Task details: The reply should contain the full listing exactly as written and no pictures at all.

The records:
════════════════════

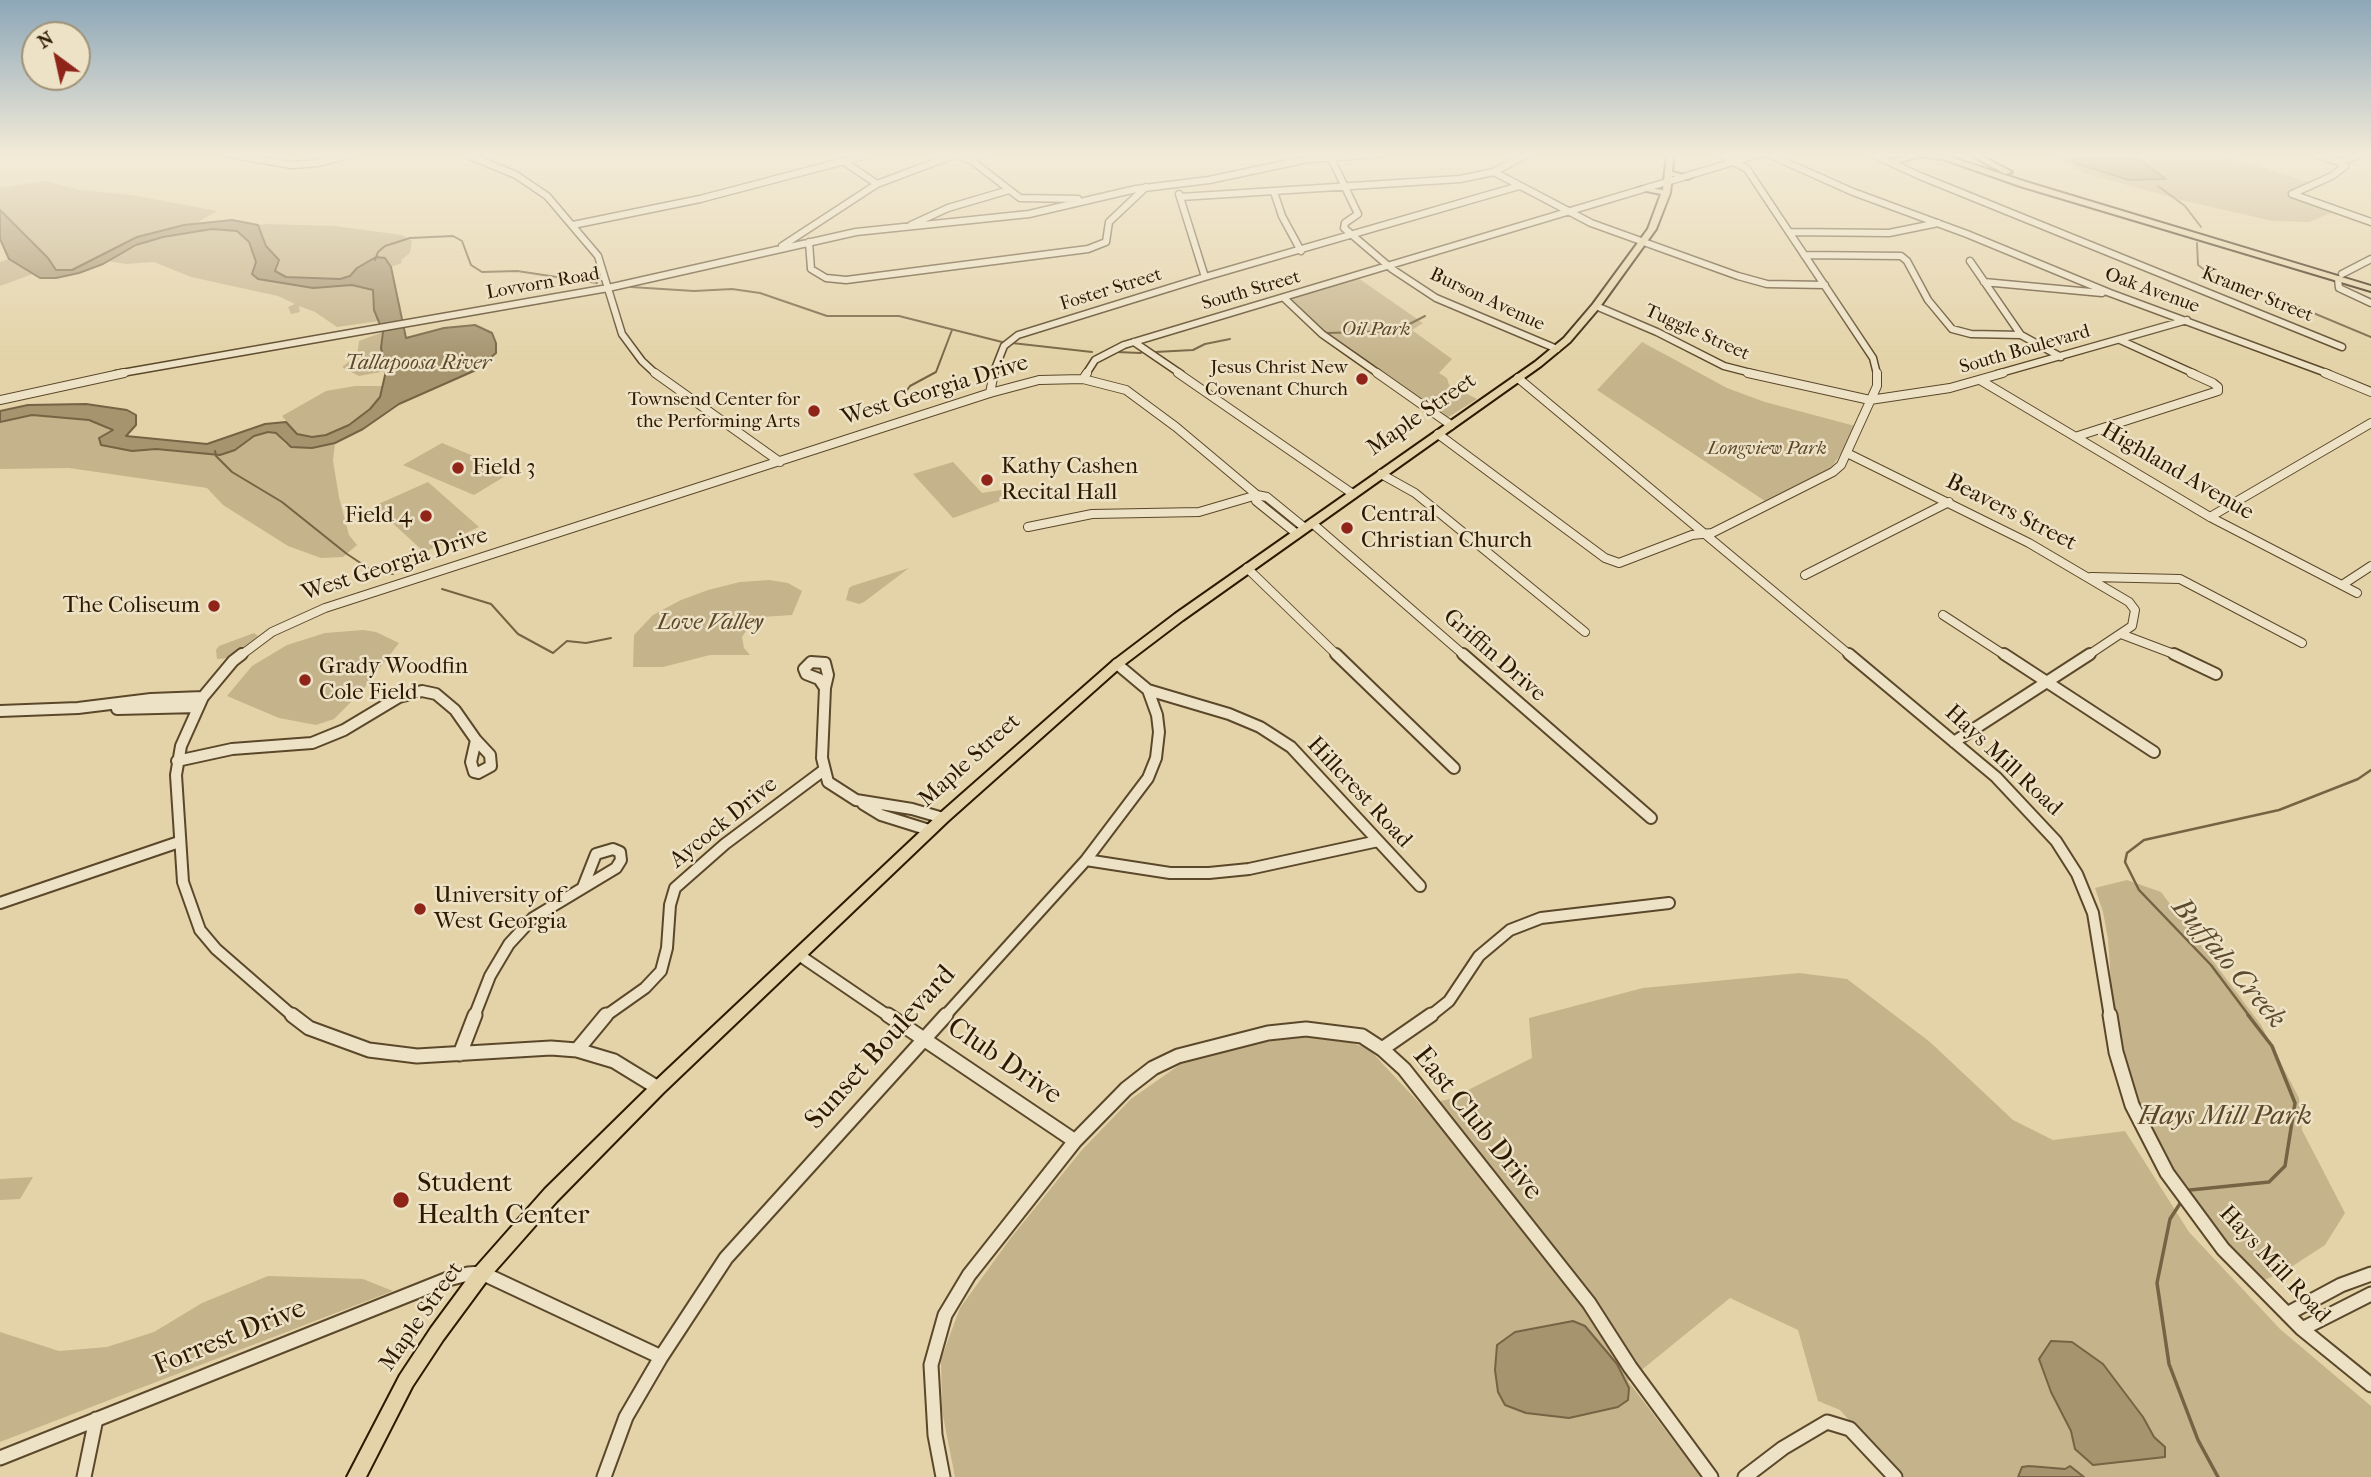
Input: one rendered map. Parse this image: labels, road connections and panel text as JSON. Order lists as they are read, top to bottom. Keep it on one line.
{"streets":{"main road":["Maple Street"],"street":["Lovvorn Road","Foster Street","South Street","Oak Avenue","Kramer Street","Burson Avenue","Tuggle Street","South Boulevard","West Georgia Drive","Highland Avenue","Beavers Street","Griffin Drive","Hays Mill Road","Hillcrest Road","Aycock Drive","Sunset Boulevard","Club Drive","East Club Drive","Forrest Drive"]},"crossings":[["Foster Street","Burson Avenue"],["Foster Street","West Georgia Drive"],["South Street","Burson Avenue"],["South Street","West Georgia Drive"],["Oak Avenue","South Boulevard"],["Burson Avenue","Maple Street"],["Tuggle Street","South Boulevard"],["Tuggle Street","Maple Street"],["South Boulevard","Highland Avenue"],["West Georgia Drive","Maple Street"],["West Georgia Drive","Griffin Drive"],["West Georgia Drive","Aycock Drive"],["Maple Street","Griffin Drive"],["Maple Street","Hays Mill Road"],["Maple Street","Club Drive"],["Maple Street","Forrest Drive"],["Hillcrest Road","Sunset Boulevard"],["Sunset Boulevard","Club Drive"],["Club Drive","East Club Drive"]],"water":["Tallapoosa River","Buffalo Creek"],"parks":["Oil Park","Longview Park","Love Valley","Hays Mill Park"],"places":["Jesus Christ New Covenant Church","Townsend Center for the Performing Arts","Field 3","Kathy Cashen Recital Hall","Field 4","Central Christian Church","The Coliseum","Grady Woodfin Cole Field","University of West Georgia","Student Health Center"],"north":"top left"}
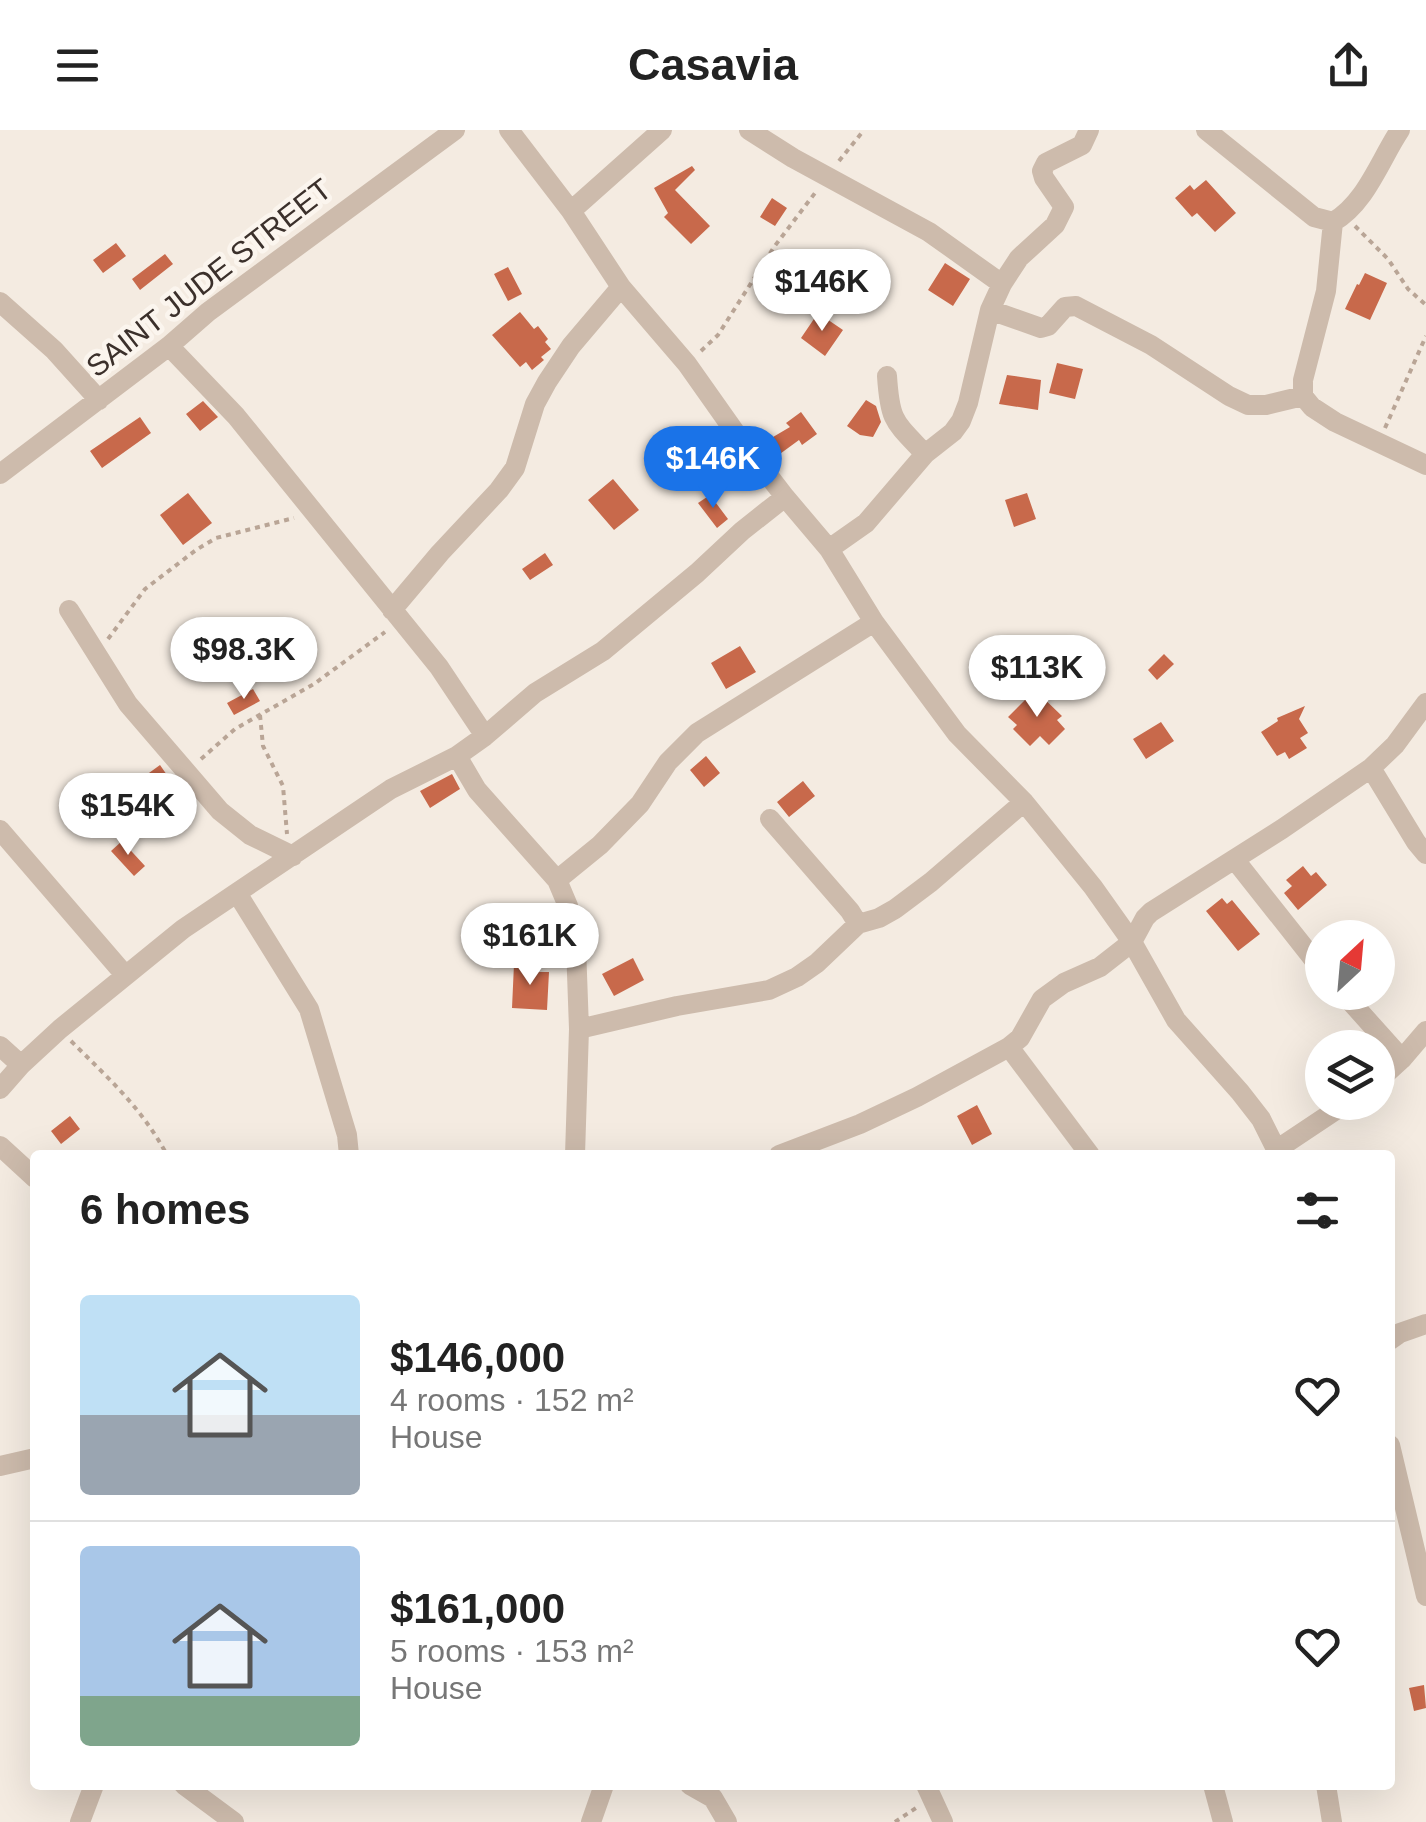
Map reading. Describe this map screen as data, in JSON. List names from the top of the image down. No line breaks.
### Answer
{"streets":{"street":["SAINT JUDE STREET"]},"north":"top right","page":{"header":"Casavia","price":["$146K","$146K","$98.3K","$113K","$154K","$161K"],"heading":"6 homes","list":[{"name":"$146,000","note":"4 rooms · 152 m² · House"},{"name":"$161,000","note":"5 rooms · 153 m² · House"}]}}
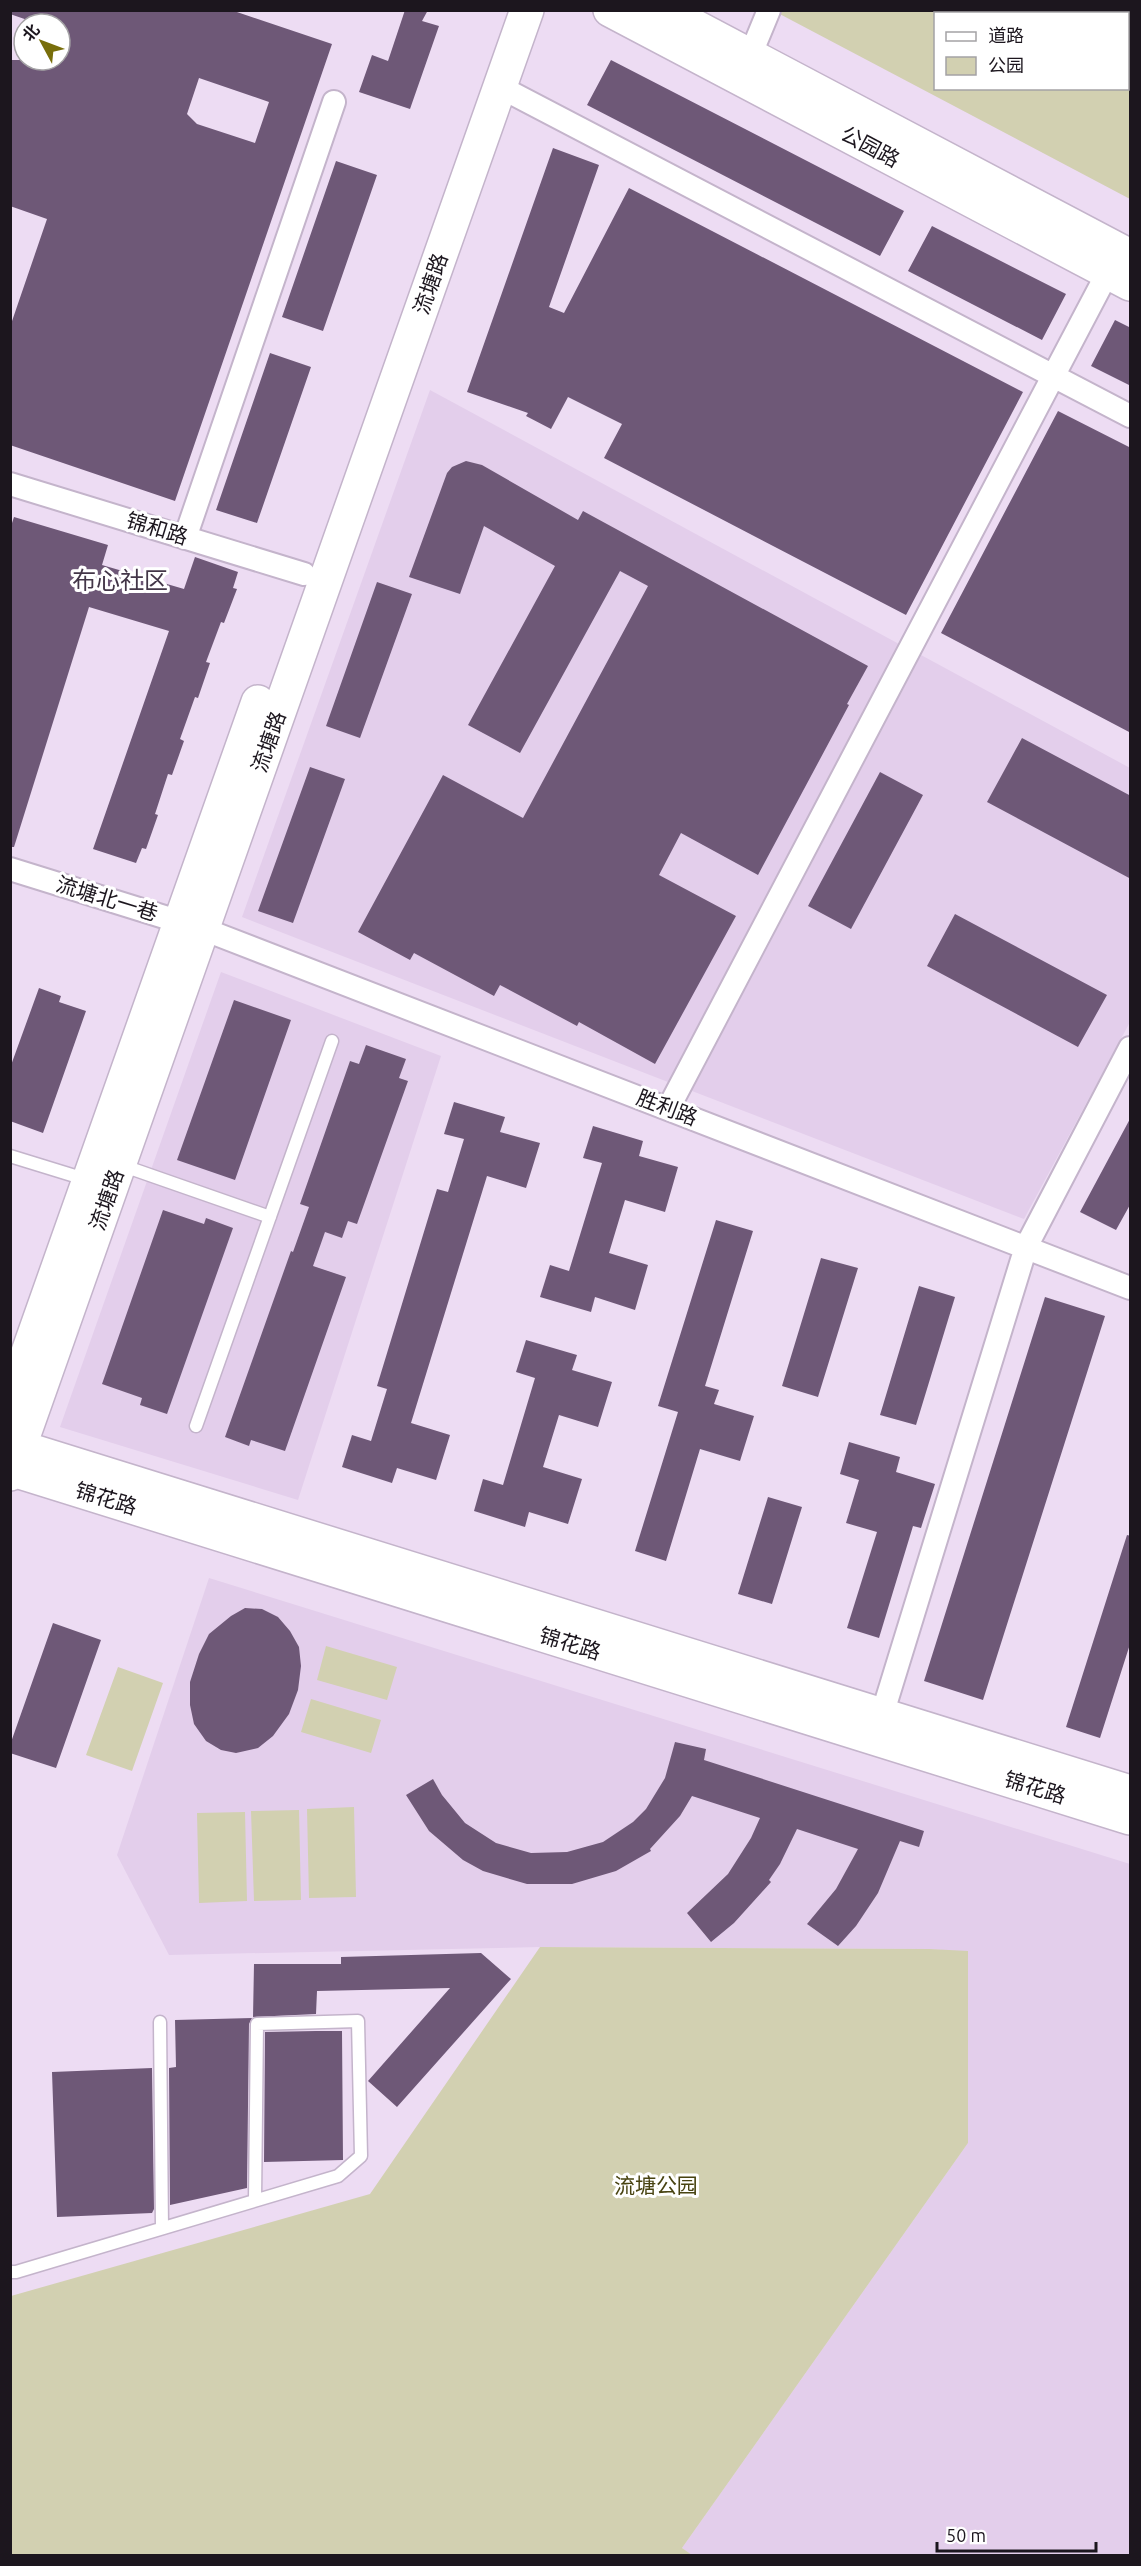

════════════════════

Response for this exercise:
Input: one rendered map. Parse this image: labels, road connections and panel text as JSON. Order lists as they are read, top to bottom. Keep it on one line.
{"streets":{"main road":["Maple Street"],"street":["Lovvorn Road","Foster Street","South Street","Oak Avenue","Kramer Street","Burson Avenue","Tuggle Street","South Boulevard","West Georgia Drive","Highland Avenue","Beavers Street","Griffin Drive","Hays Mill Road","Hillcrest Road","Aycock Drive","Sunset Boulevard","Club Drive","East Club Drive","Forrest Drive"]},"crossings":[["Foster Street","Burson Avenue"],["Foster Street","West Georgia Drive"],["South Street","Burson Avenue"],["South Street","West Georgia Drive"],["Oak Avenue","South Boulevard"],["Burson Avenue","Maple Street"],["Tuggle Street","South Boulevard"],["Tuggle Street","Maple Street"],["South Boulevard","Highland Avenue"],["West Georgia Drive","Maple Street"],["West Georgia Drive","Griffin Drive"],["West Georgia Drive","Aycock Drive"],["Maple Street","Griffin Drive"],["Maple Street","Hays Mill Road"],["Maple Street","Club Drive"],["Maple Street","Forrest Drive"],["Hillcrest Road","Sunset Boulevard"],["Sunset Boulevard","Club Drive"],["Club Drive","East Club Drive"]],"water":["Tallapoosa River","Buffalo Creek"],"parks":["Oil Park","Longview Park","Love Valley","Hays Mill Park"],"places":["Jesus Christ New Covenant Church","Townsend Center for the Performing Arts","Field 3","Kathy Cashen Recital Hall","Field 4","Central Christian Church","The Coliseum","Grady Woodfin Cole Field","University of West Georgia","Student Health Center"],"north":"top left"}
Map reading. Describe this map screen as data, in JSON. List names from the top of the image down. No line breaks.
### Answer
{"streets":{"street":["SAINT JUDE STREET"]},"north":"top right","page":{"header":"Casavia","price":["$146K","$146K","$98.3K","$113K","$154K","$161K"],"heading":"6 homes","list":[{"name":"$146,000","note":"4 rooms · 152 m² · House"},{"name":"$161,000","note":"5 rooms · 153 m² · House"}]}}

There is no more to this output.